_Aim of the exercise_: Set down, please, without alteration, the lines of the entries below from the first through the one containing "height:7px; margin:-3.5px; padding:0".

_Data records_:

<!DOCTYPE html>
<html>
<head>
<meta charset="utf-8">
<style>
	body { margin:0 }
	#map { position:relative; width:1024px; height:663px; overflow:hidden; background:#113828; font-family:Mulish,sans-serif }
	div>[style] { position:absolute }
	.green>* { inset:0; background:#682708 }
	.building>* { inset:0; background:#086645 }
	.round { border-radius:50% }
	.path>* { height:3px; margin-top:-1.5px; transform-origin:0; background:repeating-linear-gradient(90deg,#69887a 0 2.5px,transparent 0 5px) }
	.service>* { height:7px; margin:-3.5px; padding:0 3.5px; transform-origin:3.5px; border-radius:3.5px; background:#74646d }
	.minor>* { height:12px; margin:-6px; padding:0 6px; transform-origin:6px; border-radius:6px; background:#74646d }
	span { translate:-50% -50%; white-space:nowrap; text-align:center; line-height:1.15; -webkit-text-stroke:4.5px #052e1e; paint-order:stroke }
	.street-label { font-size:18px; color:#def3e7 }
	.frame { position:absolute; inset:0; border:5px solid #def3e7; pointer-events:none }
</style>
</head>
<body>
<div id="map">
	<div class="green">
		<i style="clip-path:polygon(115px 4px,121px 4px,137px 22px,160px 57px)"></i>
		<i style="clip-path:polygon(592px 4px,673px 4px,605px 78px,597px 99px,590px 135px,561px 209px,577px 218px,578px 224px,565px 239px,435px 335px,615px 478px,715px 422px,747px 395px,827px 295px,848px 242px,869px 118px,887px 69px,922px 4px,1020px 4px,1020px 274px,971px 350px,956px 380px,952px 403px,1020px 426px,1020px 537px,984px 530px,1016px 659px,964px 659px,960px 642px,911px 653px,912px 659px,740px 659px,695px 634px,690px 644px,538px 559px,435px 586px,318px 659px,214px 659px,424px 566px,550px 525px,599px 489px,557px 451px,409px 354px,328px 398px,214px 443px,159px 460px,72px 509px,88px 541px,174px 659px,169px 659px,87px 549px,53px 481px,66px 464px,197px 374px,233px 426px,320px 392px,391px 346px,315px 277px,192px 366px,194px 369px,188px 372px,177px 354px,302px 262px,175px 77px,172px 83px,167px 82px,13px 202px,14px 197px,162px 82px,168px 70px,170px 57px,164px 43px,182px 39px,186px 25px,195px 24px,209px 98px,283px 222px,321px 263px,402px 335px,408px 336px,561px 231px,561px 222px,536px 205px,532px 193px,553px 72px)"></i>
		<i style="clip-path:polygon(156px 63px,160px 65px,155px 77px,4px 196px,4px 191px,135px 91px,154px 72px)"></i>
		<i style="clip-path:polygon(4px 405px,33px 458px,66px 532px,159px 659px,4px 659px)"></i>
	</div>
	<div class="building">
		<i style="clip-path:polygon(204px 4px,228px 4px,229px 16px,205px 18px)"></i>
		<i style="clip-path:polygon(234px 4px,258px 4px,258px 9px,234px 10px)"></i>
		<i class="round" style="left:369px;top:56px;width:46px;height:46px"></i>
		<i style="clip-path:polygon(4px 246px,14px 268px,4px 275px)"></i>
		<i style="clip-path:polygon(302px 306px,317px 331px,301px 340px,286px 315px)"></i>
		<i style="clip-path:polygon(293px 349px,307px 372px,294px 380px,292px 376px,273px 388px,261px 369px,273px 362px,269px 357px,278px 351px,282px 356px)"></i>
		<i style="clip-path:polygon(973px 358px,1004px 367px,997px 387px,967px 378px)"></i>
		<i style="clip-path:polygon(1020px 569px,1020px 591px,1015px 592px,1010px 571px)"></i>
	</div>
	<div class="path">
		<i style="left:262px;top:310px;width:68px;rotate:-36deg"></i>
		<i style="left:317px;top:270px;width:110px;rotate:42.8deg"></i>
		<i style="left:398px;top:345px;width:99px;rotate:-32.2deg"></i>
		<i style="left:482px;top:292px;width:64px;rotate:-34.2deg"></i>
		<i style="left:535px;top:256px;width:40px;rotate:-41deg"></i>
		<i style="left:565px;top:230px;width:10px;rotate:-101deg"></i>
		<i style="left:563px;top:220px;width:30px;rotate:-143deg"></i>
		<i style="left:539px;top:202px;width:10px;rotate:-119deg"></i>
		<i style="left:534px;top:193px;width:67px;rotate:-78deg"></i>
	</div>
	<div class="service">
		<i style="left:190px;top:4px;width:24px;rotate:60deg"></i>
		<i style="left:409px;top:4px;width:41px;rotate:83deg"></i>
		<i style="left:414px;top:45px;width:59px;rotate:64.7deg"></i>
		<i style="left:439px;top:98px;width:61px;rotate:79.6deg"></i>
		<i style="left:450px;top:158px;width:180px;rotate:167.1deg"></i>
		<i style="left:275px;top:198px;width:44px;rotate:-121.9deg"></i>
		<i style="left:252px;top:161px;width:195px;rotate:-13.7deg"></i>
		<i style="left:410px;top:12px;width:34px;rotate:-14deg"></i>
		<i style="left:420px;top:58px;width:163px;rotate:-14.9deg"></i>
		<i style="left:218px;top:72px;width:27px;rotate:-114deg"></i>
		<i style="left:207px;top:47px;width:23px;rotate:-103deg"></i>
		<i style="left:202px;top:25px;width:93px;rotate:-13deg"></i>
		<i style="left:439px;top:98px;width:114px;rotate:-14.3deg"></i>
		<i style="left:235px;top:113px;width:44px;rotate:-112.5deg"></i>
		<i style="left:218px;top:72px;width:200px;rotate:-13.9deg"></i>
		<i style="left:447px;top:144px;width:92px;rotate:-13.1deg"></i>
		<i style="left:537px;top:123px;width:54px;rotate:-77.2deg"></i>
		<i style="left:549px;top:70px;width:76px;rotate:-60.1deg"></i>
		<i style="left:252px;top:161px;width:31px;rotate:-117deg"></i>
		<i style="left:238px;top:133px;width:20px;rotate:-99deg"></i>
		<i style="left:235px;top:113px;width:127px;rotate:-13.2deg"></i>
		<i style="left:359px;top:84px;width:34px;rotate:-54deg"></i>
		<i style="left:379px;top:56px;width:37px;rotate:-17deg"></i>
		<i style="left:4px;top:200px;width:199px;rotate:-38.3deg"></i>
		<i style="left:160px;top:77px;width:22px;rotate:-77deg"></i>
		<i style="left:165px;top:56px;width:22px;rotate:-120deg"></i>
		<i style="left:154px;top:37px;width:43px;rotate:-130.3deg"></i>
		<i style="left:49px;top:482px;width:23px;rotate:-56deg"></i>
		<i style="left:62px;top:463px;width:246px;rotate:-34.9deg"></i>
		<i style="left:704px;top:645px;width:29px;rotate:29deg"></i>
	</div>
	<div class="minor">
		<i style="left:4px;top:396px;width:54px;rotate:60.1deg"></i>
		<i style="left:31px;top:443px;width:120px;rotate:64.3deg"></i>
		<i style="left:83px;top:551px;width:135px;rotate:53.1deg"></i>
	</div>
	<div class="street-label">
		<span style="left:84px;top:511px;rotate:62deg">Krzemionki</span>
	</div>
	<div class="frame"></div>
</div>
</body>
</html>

_Solution to this exercise_:
<!DOCTYPE html>
<html>
<head>
<meta charset="utf-8">
<style>
	body { margin:0 }
	#map { position:relative; width:1024px; height:663px; overflow:hidden; background:#113828; font-family:Mulish,sans-serif }
	div>[style] { position:absolute }
	.green>* { inset:0; background:#682708 }
	.building>* { inset:0; background:#086645 }
	.round { border-radius:50% }
	.path>* { height:3px; margin-top:-1.5px; transform-origin:0; background:repeating-linear-gradient(90deg,#69887a 0 2.5px,transparent 0 5px) }
	.service>* { height:7px; margin:-3.5px; padding:0 3.5px; transform-origin:3.5px; border-radius:3.5px; background:#74646d }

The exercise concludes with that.